* [INSTRUCTIONS FOR THE TASK]
Wherever "absolute" appears in the records below, copy the line that holds it.

BEGIN GIVEN RECORDS

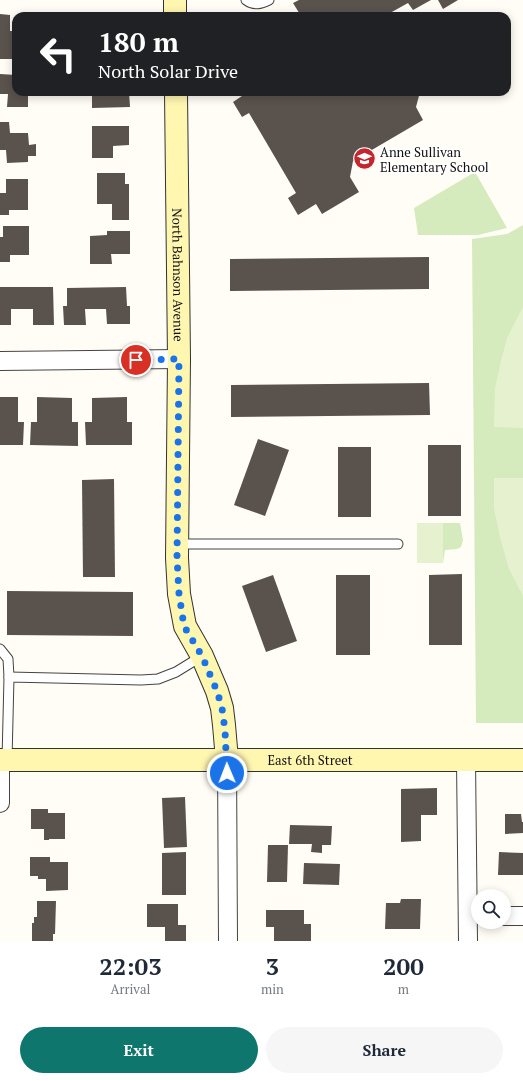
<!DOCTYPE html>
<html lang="en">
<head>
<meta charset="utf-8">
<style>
	:root { --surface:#fff; --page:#f6f6f7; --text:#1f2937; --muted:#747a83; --accent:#0f766e }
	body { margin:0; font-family:"PT Serif",serif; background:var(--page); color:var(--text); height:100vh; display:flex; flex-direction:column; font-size:15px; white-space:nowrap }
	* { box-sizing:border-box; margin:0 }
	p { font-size:13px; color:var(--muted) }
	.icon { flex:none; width:22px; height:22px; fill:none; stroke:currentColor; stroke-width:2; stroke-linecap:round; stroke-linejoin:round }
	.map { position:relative; height:941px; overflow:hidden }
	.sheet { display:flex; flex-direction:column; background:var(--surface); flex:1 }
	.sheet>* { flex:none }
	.banner { position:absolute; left:12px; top:12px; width:499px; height:84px; border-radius:12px; box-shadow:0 2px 10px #0003; background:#202124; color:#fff; overflow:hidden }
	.tools { position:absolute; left:471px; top:889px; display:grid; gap:8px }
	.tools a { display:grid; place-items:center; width:40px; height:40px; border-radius:50%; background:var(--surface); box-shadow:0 2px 10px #0003; font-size:20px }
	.pin { position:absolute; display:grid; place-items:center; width:34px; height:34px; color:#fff; margin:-17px; border:2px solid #fff; border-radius:50%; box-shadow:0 1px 4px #0007 }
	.me { position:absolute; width:44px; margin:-22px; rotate:359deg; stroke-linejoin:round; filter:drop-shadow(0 0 3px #0008) }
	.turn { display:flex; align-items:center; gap:14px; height:84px; padding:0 20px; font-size:18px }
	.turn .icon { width:52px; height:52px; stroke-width:2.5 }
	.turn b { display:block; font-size:28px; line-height:34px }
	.eta { display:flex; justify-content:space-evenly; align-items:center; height:68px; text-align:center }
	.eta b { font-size:24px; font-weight:700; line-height:28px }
	.primary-button { display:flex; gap:8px; margin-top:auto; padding:8px 20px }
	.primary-button a { flex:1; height:46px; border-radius:24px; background:var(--accent); color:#fff; font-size:16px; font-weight:700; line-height:46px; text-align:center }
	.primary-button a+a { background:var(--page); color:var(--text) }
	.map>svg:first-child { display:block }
</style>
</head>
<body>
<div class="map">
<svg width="523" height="941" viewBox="0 0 523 941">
	<rect width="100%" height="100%" fill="#fffdf5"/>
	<g fill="#d5ebbd">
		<path d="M475 172 507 228 478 235H418L414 208Z"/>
		<path d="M523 225V723H476L472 239 507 234Z"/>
		<path d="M443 523H460L463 540 461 547 457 549 445 550 443 563Z"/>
	</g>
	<g fill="#e6f2cf">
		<path d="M523 307V428L494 427 495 388 501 361 507 338Z"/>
		<path d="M494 478H523V596L509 569 500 537 494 509Z"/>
		<rect x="417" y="523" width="26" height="40"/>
	</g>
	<g fill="#5a524d">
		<path d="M299 0H431L413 10 408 3 390 13 392 16H301L293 3Z"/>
		<path d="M438 0H458L443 9Z"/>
		<path d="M0 14 10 15V31H14V59H0Z"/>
		<path d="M0 74 16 75V92H28V107H7L8 94H0Z"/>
		<path d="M92 92H129L130 107 92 108Z"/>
		<path d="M248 92H420L416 107 423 120 353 161 350 177 359 192 322 214 316 204 298 215 288 198 296 193 249 113 242 117 233 102Z"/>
		<path d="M0 122H9L10 133H28L29 145 36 144V156H28V162L7 163 6 150H0Z"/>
		<path d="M92 126H129V145L113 146V158H92Z"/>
		<path d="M97 173H125V184H129V220H112V204H97Z"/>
		<path d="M6 179H28V210H9V215H0V193H6Z"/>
		<path d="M3 226H29V255H10V262H0V237H3Z"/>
		<path d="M107 231H130V254H111L112 264H90V236L107 235Z"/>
		<path d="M429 257V289L230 291V259Z"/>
		<path d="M0 287H53L54 325H33V309H11V325H0Z"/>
		<path d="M126 287 127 306H130V324H107L106 309H85L86 325H64L63 306H67V288Z"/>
		<path d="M429 383 430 415 231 417V385Z"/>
		<path d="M0 397H18V422H24L23 445H0Z"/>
		<path d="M37 397 72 398V422H78V446L30 445 31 422H37Z"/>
		<path d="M127 397V422H132V445H86L85 422H92V398Z"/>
		<path d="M258 439 289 450 265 516 234 505Z"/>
		<rect x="428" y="445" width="33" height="71"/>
		<rect x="338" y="447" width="33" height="70"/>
		<path d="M114 479 115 577H83L82 480Z"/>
		<path d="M462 574V645H429V575Z"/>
		<path d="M273 575 297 641 266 652 242 586Z"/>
		<rect x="336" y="575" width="34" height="80"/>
		<path d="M7 591 133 592V636L7 635Z"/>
		<path d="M437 788V815H421V841L401 842V789Z"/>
		<path d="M185 797 187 847 164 848 162 798Z"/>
		<path d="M31 809H48V813H65V839H49V840H44V829H31Z"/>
		<path d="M505 814H521L522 822H523V833L505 834Z"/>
		<path d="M290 825 332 826 331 845H322V853L311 852 312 844H289Z"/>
		<path d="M268 845H288L287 882H267Z"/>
		<path d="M186 852V895H162V853Z"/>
		<path d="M499 852 523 853V875H498Z"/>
		<path d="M30 857H50V862H68V890L46 891V879H38V876H30Z"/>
		<path d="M304 863 340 864 339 885 303 884Z"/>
		<path d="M401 899H421L420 929H385L386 903H400Z"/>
		<path d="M37 901H56L55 934H53V941H32V923H34V917H37Z"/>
		<path d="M147 904H178V925H186V941H165V927H147Z"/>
		<path d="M266 910H304V924H311V941H274V927H266Z"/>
	</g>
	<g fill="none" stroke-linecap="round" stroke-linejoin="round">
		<defs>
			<g id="lane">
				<path d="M246 0C254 6 261 4 269 0"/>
				<path d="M177 544H398"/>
				<path d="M0 649 8 659 9 677"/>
				<path d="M7 760 9 677 141 680 158 679 176 672 202 656"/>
			</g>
			<g id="street">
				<path d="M0 361 179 359"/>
				<path d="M227 760 228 941"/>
				<path d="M466 760 468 941"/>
				<path d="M0 803V760"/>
				<path d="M504 916H523"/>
			</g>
			<g id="secondary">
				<path d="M175 0V16"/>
				<path id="s1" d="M176 92 179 359 177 558 179 594 185 626 202 656 217 691 222 708 224 725 227 760"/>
				<path id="s2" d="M0 760H523"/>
			</g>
		</defs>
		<use href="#lane" stroke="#444" stroke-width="11"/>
		<use href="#street" stroke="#444" stroke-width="20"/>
		<use href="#secondary" stroke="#333" stroke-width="24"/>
		<use href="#lane" stroke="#fff" stroke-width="9"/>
		<use href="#street" stroke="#fff" stroke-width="18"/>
		<use href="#secondary" stroke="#fff6b0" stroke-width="22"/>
	</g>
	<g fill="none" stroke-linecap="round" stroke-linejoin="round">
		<path stroke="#1a73e8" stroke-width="7" stroke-dasharray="0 12.6" d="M136 360 179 359 177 558 179 594 184 626 202 656 217 691 222 708 225 730 227 773"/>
	</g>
	<defs>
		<symbol id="school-disc" viewBox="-11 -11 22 22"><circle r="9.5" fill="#c4262e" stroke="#fff"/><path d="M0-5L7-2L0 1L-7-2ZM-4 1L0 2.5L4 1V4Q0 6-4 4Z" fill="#fff"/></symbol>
	</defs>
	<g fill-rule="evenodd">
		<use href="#school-disc" x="352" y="146" width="25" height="25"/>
	</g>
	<g text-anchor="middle" stroke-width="4" stroke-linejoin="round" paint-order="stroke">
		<g font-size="13" fill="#111" stroke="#fff" text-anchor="start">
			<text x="380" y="157">Anne Sullivan<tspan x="380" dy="15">Elementary School</tspan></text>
		</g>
		<g font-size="13" fill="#111" stroke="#fff">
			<text dy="5" stroke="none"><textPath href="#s1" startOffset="183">North Bahnson Avenue</textPath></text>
			<text dy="5" stroke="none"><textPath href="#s2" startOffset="310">East 6th Street</textPath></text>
		</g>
	</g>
</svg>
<div class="tools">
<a><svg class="icon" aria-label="search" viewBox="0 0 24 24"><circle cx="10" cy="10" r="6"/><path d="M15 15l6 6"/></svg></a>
</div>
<div class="pin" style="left:136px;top:360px;background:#d93025"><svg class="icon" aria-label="arrive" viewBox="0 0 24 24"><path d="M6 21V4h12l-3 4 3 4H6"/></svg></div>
<svg class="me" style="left:227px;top:773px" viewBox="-20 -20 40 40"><circle r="17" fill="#1a73e8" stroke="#fff" stroke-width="3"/><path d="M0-11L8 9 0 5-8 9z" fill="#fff"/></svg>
<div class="banner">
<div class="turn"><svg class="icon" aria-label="left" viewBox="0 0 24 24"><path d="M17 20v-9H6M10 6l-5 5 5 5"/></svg><div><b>180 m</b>North Solar Drive</div></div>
</div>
</div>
<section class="sheet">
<div class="eta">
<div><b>22:03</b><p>Arrival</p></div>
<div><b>3</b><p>min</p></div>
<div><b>200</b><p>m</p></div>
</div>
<div class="primary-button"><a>Exit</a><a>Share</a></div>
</section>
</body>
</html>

END GIVEN RECORDS

* [SOLVED EXERCISE]
	.banner { position:absolute; left:12px; top:12px; width:499px; height:84px; border-radius:12px; box-shadow:0 2px 10px #0003; background:#202124; color:#fff; overflow:hidden }
	.tools { position:absolute; left:471px; top:889px; display:grid; gap:8px }
	.pin { position:absolute; display:grid; place-items:center; width:34px; height:34px; color:#fff; margin:-17px; border:2px solid #fff; border-radius:50%; box-shadow:0 1px 4px #0007 }
	.me { position:absolute; width:44px; margin:-22px; rotate:359deg; stroke-linejoin:round; filter:drop-shadow(0 0 3px #0008) }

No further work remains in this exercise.